◆ Try it: The lines below starting at the line containing "Summarize the content" and ending at the line containing "Dump the readable content of the" are to be repeated exactly, with both ends kept and nothing else added.

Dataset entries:
——

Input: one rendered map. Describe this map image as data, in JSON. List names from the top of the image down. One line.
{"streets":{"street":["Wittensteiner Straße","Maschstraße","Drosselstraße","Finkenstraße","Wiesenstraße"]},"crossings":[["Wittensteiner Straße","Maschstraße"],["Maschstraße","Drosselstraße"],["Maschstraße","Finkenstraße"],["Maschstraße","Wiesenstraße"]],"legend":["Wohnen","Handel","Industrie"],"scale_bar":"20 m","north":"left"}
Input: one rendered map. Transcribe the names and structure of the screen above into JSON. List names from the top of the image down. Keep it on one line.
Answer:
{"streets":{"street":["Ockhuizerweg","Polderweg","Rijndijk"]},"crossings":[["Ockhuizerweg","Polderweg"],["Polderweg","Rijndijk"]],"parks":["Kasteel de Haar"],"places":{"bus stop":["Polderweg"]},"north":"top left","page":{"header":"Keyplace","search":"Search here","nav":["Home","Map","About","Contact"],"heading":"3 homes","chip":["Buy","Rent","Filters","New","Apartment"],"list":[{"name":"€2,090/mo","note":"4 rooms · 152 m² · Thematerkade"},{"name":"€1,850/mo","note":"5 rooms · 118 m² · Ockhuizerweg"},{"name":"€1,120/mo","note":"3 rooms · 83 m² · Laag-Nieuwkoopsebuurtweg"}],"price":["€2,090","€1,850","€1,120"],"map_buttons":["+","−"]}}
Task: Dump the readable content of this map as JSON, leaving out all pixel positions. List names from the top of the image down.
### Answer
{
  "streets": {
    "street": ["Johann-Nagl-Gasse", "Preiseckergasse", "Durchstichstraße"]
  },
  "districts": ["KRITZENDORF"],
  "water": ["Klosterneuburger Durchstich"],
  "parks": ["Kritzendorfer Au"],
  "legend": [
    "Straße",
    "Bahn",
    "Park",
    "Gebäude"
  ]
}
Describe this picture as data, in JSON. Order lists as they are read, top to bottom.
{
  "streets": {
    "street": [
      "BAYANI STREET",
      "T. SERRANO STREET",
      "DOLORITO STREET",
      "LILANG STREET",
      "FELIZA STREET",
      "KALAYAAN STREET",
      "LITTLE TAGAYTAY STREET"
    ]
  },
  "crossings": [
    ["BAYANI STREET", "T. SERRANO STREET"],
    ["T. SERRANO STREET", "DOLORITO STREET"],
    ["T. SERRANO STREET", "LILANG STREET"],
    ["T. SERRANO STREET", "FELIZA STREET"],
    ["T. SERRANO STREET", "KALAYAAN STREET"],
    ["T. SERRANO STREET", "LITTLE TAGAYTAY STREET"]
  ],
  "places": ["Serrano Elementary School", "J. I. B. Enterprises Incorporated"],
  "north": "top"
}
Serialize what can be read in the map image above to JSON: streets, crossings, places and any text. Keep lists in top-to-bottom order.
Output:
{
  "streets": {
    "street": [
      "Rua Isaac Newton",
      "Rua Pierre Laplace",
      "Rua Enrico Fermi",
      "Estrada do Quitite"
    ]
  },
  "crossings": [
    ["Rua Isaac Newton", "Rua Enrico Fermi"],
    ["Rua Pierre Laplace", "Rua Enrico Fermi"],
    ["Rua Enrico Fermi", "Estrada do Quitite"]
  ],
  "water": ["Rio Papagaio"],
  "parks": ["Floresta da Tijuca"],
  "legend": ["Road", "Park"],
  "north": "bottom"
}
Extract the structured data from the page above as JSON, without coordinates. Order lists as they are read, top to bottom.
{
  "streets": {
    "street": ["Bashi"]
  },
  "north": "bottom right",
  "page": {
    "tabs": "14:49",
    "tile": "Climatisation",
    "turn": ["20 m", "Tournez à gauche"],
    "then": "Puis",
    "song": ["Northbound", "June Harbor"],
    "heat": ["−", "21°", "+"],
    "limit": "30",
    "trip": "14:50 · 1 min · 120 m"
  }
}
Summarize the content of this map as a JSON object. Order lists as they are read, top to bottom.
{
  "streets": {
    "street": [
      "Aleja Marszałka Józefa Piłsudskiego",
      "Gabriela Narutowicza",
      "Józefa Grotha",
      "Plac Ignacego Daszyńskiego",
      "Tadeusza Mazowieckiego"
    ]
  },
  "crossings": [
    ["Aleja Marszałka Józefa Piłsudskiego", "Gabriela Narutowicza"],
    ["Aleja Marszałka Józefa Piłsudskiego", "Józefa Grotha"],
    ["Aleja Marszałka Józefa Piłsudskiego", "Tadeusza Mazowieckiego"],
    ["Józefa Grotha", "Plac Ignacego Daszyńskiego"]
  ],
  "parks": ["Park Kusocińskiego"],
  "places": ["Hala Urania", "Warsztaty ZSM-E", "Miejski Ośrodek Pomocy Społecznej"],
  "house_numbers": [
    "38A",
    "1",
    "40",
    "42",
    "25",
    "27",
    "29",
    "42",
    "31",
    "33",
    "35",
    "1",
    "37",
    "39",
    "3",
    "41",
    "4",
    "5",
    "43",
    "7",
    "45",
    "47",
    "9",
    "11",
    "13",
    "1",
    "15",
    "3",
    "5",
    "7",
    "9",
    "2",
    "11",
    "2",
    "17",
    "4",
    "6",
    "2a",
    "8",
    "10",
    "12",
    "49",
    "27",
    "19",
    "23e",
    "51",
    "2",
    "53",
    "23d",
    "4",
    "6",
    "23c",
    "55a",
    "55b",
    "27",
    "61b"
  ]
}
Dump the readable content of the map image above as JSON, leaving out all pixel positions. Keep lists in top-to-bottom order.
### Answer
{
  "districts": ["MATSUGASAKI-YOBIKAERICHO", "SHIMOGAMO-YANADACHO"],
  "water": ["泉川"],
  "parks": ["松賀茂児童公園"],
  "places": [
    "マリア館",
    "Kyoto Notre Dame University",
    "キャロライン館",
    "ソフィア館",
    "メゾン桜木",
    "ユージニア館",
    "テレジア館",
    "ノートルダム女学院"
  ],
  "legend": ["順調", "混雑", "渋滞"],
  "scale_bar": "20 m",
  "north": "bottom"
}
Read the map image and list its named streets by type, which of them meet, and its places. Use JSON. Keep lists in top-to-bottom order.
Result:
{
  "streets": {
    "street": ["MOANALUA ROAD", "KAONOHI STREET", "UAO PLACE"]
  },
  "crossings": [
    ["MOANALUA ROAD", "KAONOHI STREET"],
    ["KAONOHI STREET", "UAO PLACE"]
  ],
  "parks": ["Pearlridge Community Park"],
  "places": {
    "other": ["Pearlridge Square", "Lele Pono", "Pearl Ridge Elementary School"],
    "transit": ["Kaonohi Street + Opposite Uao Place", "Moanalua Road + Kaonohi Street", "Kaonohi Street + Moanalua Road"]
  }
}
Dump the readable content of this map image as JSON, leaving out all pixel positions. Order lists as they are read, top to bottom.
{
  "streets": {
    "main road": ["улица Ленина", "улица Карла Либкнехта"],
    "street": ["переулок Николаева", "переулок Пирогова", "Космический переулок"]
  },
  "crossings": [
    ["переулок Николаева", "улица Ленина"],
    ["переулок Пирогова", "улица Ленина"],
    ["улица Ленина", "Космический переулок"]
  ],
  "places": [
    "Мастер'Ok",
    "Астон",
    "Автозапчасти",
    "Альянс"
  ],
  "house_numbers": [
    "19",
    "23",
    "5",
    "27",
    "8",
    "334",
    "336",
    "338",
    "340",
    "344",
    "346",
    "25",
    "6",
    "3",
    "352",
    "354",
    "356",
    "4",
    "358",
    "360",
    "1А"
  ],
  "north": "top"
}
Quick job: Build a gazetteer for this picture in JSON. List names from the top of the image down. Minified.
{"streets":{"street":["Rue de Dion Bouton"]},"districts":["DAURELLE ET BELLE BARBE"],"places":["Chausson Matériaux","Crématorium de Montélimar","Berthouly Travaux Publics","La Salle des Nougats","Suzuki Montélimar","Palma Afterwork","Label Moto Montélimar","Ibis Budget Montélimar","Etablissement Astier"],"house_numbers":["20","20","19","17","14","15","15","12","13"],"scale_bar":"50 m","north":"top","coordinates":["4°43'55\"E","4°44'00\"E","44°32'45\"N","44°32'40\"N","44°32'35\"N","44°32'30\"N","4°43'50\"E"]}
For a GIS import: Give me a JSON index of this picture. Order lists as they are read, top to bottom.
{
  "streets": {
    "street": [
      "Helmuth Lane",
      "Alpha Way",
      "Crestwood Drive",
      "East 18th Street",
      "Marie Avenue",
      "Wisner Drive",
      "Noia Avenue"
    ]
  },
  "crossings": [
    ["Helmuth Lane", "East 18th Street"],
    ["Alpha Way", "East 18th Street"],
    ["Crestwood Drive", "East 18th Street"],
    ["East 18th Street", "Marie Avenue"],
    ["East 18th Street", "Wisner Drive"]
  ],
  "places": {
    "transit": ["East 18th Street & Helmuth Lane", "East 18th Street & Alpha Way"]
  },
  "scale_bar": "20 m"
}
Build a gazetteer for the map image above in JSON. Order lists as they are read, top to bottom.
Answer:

——

◆ Task response:
Summarize the content of this map as a JSON object. Order lists as they are read, top to bottom.
{
  "streets": {
    "street": [
      "Aleja Marszałka Józefa Piłsudskiego",
      "Gabriela Narutowicza",
      "Józefa Grotha",
      "Plac Ignacego Daszyńskiego",
      "Tadeusza Mazowieckiego"
    ]
  },
  "crossings": [
    ["Aleja Marszałka Józefa Piłsudskiego", "Gabriela Narutowicza"],
    ["Aleja Marszałka Józefa Piłsudskiego", "Józefa Grotha"],
    ["Aleja Marszałka Józefa Piłsudskiego", "Tadeusza Mazowieckiego"],
    ["Józefa Grotha", "Plac Ignacego Daszyńskiego"]
  ],
  "parks": ["Park Kusocińskiego"],
  "places": ["Hala Urania", "Warsztaty ZSM-E", "Miejski Ośrodek Pomocy Społecznej"],
  "house_numbers": [
    "38A",
    "1",
    "40",
    "42",
    "25",
    "27",
    "29",
    "42",
    "31",
    "33",
    "35",
    "1",
    "37",
    "39",
    "3",
    "41",
    "4",
    "5",
    "43",
    "7",
    "45",
    "47",
    "9",
    "11",
    "13",
    "1",
    "15",
    "3",
    "5",
    "7",
    "9",
    "2",
    "11",
    "2",
    "17",
    "4",
    "6",
    "2a",
    "8",
    "10",
    "12",
    "49",
    "27",
    "19",
    "23e",
    "51",
    "2",
    "53",
    "23d",
    "4",
    "6",
    "23c",
    "55a",
    "55b",
    "27",
    "61b"
  ]
}
Dump the readable content of the map image above as JSON, leaving out all pixel positions. Keep lists in top-to-bottom order.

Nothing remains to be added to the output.